De plus, le gouvernement s’apprête à se débarrasser d’un des plus lourds fardeaux juridiques infligés au secteur. Jusqu’alors interdit par la loi, les distributeurs pourront désormais se franchiser. Un amendement portant sur le cahier des charges des franchises devrait être adopté au cours du premier semestre 2007, ce qui permettra l’ouverture de nouveaux points de vente à moindre frais. Se fiant à l’évolution du secteur de l’habillement, les analystes estiment que la réforme aura des retombées positives pour le secteur de la distribution.
Néanmoins, malgré cette mini révolution, plusieurs facteurs concourent à amortir l’envolée de la grande distribution. Le cadre législatif du secteur est relativement contraignant puisque les distributeurs doivent se soumettre à des règles bien strictes: la superficie des magasins ne peut dépasser 1500 mètres carré sans l’accord préalable du gouvernement, et les grandes surfaces doivent être situées à 5 kilomètres à l’extérieur des villes (bien qu’en pratique, une distance de 2km est acceptée). Cette loi vise à protéger entre 180,000 et 200,000 petits commerçants et épiciers du pays, qui sont considérés par le gouvernement comme jouant un rôle déterminant dans le maintien du tissu social, et en tant que véritable vivier d’emplois. Les dirigeants industriels estiment que la coexistence est possible à partir du moment où les commerçants prendront les mesures nécessaires pour s’adapter et se moderniser.

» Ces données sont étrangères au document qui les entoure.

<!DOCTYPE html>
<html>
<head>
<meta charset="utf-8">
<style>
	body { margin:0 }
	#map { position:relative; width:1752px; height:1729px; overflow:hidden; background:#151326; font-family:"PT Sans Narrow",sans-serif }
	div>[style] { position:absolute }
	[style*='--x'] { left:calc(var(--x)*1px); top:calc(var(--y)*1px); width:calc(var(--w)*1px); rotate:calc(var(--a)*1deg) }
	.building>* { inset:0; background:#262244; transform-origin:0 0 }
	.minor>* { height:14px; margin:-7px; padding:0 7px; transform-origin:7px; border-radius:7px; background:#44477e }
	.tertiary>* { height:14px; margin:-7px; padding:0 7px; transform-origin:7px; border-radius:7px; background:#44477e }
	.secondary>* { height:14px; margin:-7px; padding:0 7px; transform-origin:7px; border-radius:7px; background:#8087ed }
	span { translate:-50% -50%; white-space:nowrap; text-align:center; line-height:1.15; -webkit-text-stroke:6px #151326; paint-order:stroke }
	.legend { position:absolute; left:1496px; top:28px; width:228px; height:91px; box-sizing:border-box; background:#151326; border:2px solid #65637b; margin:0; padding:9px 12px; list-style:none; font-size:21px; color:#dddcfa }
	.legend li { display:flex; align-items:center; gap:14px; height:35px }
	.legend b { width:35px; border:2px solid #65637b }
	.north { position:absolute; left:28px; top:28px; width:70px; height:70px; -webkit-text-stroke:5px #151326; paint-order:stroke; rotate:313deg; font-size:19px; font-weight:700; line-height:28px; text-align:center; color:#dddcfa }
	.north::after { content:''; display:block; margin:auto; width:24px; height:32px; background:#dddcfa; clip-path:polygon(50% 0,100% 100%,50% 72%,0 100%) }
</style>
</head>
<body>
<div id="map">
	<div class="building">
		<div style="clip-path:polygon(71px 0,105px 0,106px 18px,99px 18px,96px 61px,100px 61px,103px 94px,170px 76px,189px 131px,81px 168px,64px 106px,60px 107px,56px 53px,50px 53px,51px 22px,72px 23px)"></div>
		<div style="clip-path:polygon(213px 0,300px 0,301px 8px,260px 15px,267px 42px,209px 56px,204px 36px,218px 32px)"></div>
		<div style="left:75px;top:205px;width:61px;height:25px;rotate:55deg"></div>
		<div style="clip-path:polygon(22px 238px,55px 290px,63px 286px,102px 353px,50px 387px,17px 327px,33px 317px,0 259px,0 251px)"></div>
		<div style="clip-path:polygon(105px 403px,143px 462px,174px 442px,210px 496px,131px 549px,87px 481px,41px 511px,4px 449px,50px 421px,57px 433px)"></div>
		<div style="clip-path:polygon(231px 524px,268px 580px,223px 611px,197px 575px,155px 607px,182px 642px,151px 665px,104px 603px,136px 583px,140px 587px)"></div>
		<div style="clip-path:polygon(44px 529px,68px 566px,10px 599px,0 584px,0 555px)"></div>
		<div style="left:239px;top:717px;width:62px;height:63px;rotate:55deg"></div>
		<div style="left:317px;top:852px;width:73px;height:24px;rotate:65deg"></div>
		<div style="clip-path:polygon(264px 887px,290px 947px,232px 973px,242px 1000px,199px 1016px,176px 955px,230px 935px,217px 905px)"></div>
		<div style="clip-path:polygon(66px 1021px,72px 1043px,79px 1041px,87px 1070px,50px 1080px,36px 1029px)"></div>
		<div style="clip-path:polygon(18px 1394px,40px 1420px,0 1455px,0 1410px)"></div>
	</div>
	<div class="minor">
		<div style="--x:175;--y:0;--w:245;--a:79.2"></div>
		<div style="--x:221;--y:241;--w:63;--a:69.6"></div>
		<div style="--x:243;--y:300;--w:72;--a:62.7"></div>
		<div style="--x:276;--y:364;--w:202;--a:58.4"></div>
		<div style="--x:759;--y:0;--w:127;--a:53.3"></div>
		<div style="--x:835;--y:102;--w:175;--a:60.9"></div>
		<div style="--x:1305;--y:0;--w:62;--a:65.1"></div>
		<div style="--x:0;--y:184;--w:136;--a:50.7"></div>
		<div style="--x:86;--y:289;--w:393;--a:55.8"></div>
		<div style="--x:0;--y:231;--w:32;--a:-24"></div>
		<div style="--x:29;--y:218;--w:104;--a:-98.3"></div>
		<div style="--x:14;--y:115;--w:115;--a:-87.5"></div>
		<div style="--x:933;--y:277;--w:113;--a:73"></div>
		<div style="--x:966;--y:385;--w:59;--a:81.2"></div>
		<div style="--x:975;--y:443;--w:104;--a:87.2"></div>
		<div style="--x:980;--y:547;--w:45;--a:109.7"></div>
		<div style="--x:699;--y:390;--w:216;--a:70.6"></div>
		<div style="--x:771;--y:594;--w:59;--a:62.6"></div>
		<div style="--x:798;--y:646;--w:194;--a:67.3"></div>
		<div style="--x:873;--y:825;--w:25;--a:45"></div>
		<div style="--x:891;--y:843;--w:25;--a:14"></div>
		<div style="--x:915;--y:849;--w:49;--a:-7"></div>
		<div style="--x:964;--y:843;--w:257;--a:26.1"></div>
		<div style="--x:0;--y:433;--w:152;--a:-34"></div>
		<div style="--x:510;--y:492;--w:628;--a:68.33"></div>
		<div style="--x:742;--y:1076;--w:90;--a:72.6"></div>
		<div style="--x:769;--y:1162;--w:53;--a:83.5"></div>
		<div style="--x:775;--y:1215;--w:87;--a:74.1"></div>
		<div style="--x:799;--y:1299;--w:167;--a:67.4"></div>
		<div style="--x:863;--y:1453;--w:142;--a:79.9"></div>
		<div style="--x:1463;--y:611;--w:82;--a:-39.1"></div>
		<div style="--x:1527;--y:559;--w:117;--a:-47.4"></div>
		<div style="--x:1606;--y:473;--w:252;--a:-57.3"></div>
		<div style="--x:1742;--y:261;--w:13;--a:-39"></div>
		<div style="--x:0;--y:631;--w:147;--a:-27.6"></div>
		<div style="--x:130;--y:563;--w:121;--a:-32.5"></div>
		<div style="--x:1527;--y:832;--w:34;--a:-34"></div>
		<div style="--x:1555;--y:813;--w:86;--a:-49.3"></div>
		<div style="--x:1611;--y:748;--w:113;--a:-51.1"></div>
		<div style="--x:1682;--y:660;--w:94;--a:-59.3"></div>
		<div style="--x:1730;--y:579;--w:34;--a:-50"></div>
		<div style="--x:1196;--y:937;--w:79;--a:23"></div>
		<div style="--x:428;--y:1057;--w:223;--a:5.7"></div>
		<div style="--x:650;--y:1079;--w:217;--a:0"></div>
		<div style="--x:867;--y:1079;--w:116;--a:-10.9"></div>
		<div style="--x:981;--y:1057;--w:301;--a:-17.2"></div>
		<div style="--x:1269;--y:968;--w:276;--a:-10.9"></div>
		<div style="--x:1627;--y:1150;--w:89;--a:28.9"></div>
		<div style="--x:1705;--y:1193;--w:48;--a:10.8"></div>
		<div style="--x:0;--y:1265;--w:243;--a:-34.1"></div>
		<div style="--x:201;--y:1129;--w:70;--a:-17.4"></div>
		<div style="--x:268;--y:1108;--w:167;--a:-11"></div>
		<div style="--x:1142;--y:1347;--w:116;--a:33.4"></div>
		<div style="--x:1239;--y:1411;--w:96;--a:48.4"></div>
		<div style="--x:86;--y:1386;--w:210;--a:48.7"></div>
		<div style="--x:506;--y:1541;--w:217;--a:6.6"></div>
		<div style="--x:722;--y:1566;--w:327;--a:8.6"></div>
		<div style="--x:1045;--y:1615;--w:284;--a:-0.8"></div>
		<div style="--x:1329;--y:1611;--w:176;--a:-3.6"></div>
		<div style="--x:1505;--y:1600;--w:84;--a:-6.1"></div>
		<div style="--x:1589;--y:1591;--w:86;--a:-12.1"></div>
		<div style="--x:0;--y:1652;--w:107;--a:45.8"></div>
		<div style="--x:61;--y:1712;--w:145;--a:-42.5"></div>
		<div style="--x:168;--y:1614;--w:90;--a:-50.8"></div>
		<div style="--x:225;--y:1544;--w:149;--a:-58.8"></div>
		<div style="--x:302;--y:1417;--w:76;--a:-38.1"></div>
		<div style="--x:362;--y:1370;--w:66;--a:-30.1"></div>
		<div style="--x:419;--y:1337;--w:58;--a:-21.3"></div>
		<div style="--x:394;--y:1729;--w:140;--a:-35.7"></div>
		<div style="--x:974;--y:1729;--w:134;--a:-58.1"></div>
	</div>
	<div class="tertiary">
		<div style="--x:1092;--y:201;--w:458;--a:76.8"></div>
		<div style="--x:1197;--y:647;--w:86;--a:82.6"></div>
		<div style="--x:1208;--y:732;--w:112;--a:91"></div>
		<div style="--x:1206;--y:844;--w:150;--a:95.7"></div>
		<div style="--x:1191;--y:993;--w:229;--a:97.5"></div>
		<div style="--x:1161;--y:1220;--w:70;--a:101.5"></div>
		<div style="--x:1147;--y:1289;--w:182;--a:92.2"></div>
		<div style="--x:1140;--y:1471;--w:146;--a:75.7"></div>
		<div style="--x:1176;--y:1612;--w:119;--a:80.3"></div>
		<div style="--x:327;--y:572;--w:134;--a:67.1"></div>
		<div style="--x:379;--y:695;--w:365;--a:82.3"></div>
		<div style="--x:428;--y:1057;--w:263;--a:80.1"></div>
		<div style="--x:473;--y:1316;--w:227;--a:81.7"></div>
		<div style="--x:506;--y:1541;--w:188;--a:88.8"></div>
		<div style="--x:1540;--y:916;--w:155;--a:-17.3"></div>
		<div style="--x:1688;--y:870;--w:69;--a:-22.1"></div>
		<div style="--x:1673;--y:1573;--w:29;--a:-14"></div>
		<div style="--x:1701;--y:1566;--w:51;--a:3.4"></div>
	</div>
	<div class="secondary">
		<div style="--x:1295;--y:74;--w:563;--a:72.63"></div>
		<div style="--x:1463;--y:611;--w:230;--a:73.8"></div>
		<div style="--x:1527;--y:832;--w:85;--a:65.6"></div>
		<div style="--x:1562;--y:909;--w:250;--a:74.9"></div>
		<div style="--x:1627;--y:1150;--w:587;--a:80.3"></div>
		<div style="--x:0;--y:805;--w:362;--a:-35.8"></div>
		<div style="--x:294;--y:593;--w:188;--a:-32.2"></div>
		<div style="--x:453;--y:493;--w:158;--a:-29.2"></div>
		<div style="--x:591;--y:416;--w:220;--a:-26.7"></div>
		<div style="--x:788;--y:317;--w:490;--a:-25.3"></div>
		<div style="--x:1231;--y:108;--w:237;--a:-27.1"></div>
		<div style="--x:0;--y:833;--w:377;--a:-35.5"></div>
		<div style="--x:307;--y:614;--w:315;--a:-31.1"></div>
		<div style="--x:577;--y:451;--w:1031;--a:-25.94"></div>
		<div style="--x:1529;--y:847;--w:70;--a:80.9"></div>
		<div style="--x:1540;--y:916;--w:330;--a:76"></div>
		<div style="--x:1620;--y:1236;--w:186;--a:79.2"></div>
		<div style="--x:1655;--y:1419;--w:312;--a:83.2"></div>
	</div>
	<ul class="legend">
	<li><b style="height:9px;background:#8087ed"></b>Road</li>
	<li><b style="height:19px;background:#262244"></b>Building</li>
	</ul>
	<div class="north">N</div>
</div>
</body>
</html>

Ce sujet compte parmi les débats politiques et économiques les plus importants aujourd’hui en Tunisie. Interviewé par OBG, Moncef M’Barek, directeur général de Promogro et ancien président de la Chambre Syndicale des Distributeurs a détaillé le plan proposé comme « une initiative financée et animée par le secteur visant à financer la modernisation des petites boutiques. Les négociants indépendants doivent adopter les points de vente informatisés, les réfrigérateurs, les balances électroniques et les lecteurs de code-barres. S’organiser en Groupements d'Intérêt Economique leur permettra également de créer des centrales d'achat communes, se partager les coûts de transport et de distribution, et de mieux négocier leurs emprunts bancaires ».